As far as ride and handling.
I have two updates to what I noted above.
1) During heel/toe downshifts my right knee was hitting the key fob not the column. Opps
2) I thought the accelerator peddle should be raised a bit however now that I've passed the 200 mile break-in of the brakes and I've applied some serious brake pressure I find everything is right were it should be. The 4 pot Brembos are sweet. I can't wait to get this thing to Sebring, hopefully January, and see how everything really works.



16hr Day said:


> OK, but what happens when the V's sales slow down and they offer 1.9 financing and $3,000 cash back? I hope they don't, but that was my fear at the time. Enjoy the V, it is a sweet car :thumbup:


Only time will tell. Deals can be made today. I paid about 2600 off MSRP. I fully expect to take a beating when I trade it for the LS2 500hp version. Coming soon?



gojira-san said:


> Nice looking car - I really like that color! The only ones I've seen have been black so it is nice to see some other color. :thumbup: Hopefully not since it is supposed to be a limited production version. I saw that with my Chevy Avalanche - used prices dropped like a rock because Chevy did/does so many incentives on 'em. The Chevy dealer gave me the lowest trade-in price too... told me he couldn't compete with the new car side of the house.  I think Caddy will do a better job there since they are trying to improve the marque.
> 
> Best of luck with the V - it is a really nice car!

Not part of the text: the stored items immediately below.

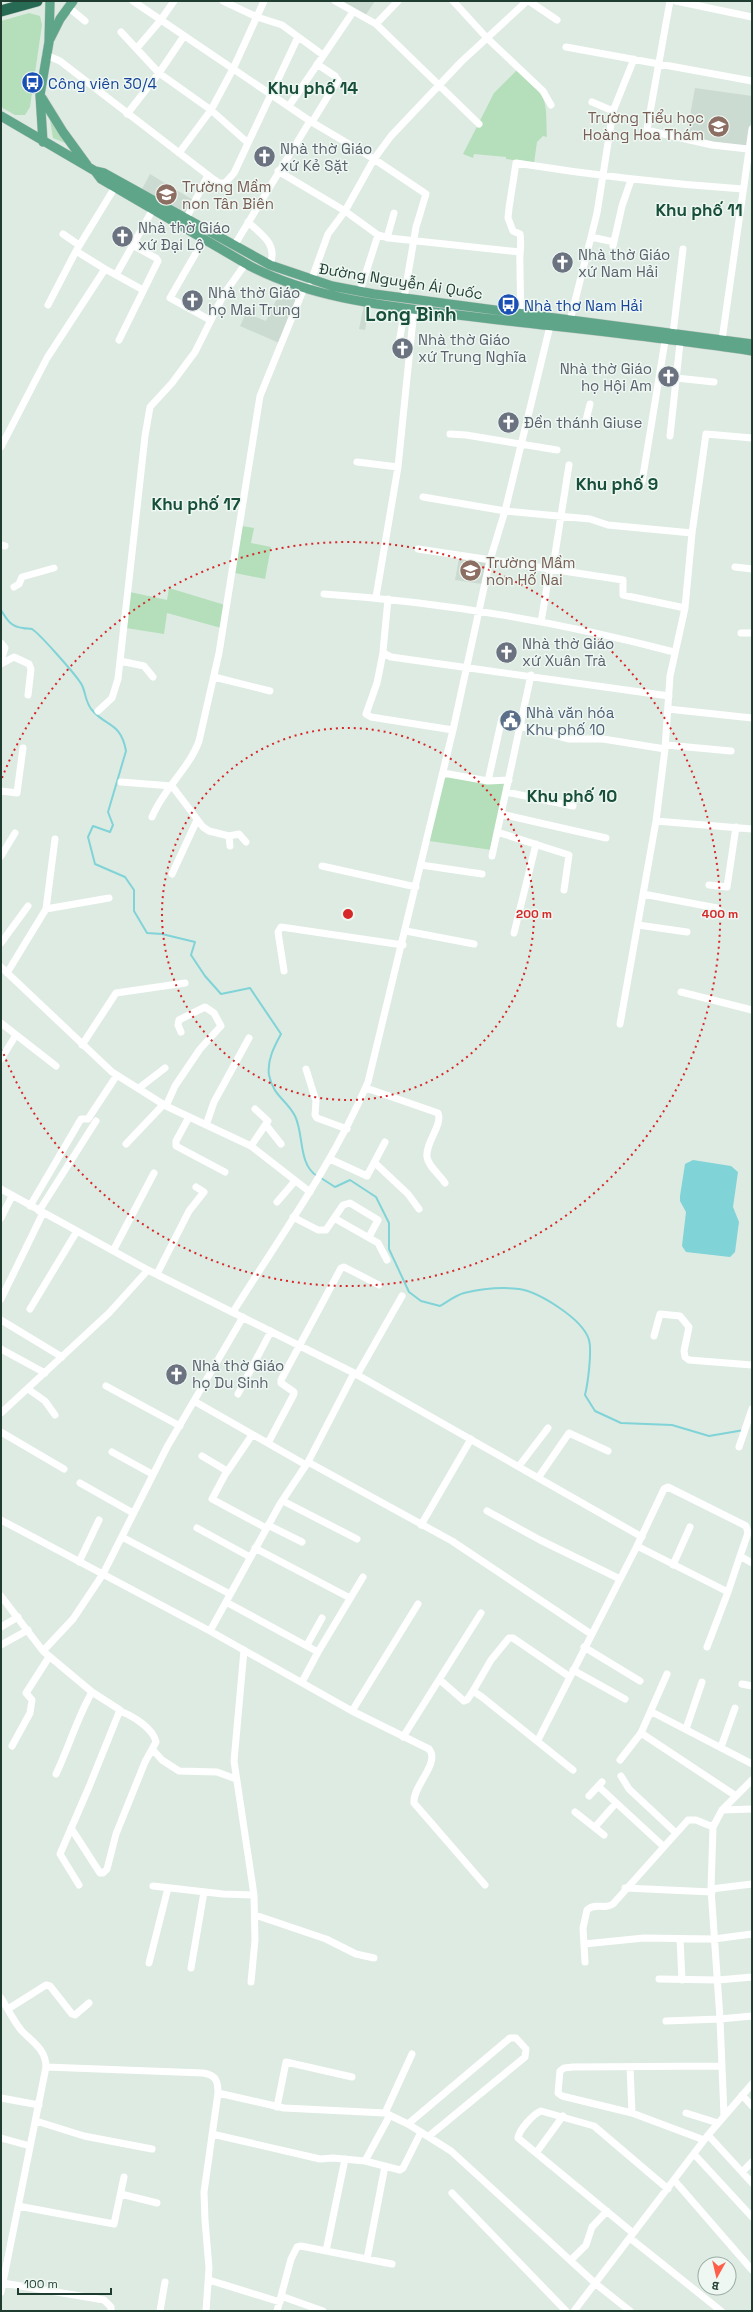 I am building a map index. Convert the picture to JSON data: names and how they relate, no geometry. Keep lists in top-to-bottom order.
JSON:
{
  "streets": {
    "main road": ["Đường Nguyễn Ái Quốc"]
  },
  "districts": [
    "Khu phố 14",
    "Khu phố 11",
    "Long Bình",
    "Khu phố 9",
    "Khu phố 17",
    "Khu phố 10"
  ],
  "places": {
    "bus stop": ["Công viên 30/4", "Nhà thơ Nam Hải"],
    "school or university": ["Trường Tiểu học Hoàng Hoa Thám", "Trường Mầm non Tân Biên", "Trường Mầm non Hố Nai"],
    "church": [
      "Nhà thờ Giáo xứ Kẻ Sặt",
      "Nhà thờ Giáo xứ Đại Lộ",
      "Nhà thờ Giáo xứ Nam Hải",
      "Nhà thờ Giáo họ Mai Trung",
      "Nhà thờ Giáo xứ Trung Nghĩa",
      "Nhà thờ Giáo họ Hội Am",
      "Đền thánh Giuse",
      "Nhà thờ Giáo xứ Xuân Trà",
      "Nhà thờ Giáo họ Du Sinh"
    ],
    "public building": ["Nhà văn hóa Khu phố 10"]
  },
  "scale_bar": "100 m",
  "north": "bottom",
  "rings": ["200 m", "400 m"]
}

Thanks. The thing is growing on me more and more every mile.


----------



## Jim in Oregon (Dec 23, 2001)

Great car....congrats. I've seen a few at the track and they do fine. Lots of power on tap. Have fun with the new "toy".



BB330i said:


> I drove my '03 M3 into the local Caddy dealer last week to have a look at a CTS-V and wound up taking one home.
> 
> First off, it is not an M3. The only things I find in common are price, driveline slop and giggles.
> 
> ...


----------